▸ WHAT IS NEEDED: Supply the number of lines in the listing below in which the word "strokeStyle" occurs, and nothing else.

▸ WORKING DATA:
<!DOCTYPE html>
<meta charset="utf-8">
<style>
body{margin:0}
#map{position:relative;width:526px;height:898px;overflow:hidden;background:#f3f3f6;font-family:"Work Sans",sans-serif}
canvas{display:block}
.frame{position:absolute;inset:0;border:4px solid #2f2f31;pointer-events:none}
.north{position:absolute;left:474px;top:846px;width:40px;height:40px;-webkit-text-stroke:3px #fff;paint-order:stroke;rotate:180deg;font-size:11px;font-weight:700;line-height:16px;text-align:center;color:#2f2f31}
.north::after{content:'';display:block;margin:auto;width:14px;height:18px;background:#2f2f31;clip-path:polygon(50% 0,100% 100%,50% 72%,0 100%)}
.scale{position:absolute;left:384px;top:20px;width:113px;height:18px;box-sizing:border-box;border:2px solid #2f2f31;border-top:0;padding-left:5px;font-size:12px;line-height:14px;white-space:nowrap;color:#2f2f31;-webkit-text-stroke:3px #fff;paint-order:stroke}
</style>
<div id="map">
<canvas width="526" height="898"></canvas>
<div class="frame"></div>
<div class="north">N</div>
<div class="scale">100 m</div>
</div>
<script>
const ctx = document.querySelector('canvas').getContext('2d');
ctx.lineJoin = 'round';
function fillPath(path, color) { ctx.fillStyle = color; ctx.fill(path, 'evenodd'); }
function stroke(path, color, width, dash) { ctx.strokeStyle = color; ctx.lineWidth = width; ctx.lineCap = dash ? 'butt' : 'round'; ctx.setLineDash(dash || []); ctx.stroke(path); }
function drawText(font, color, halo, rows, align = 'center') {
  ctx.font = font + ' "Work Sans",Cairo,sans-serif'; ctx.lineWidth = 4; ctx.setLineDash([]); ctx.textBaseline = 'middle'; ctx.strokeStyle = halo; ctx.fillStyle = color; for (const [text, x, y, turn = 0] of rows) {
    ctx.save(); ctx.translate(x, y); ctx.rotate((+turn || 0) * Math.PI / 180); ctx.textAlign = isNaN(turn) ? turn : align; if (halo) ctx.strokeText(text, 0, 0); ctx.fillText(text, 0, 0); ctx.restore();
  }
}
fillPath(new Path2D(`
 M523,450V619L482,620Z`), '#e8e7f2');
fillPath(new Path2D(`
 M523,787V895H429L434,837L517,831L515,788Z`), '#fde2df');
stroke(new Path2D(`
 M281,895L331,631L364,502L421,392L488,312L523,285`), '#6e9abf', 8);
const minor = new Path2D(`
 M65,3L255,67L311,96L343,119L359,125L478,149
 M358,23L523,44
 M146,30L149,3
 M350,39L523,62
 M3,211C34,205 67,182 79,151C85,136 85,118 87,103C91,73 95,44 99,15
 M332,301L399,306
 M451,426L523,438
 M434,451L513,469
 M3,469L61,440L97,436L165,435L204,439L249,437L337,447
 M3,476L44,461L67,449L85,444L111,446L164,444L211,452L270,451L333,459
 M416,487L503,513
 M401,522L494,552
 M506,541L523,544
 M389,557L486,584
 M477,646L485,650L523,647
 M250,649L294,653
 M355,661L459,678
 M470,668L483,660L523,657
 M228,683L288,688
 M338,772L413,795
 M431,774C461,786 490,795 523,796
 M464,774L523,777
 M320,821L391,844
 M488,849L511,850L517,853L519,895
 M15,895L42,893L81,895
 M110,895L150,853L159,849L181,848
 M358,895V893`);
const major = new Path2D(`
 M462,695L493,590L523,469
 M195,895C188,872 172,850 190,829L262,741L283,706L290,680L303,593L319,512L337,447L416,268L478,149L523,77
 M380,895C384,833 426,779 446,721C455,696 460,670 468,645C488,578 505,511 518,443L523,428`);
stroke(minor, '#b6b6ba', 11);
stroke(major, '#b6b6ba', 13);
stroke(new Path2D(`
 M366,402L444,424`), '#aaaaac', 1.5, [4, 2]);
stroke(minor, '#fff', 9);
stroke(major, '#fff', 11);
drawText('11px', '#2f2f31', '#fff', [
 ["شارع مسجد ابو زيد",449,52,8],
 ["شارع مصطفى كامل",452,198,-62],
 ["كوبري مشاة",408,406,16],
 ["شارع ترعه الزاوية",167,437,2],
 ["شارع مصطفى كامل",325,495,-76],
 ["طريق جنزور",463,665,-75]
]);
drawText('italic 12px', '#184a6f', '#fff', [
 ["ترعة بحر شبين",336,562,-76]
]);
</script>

▸ EXERCISE RESPONSE: 2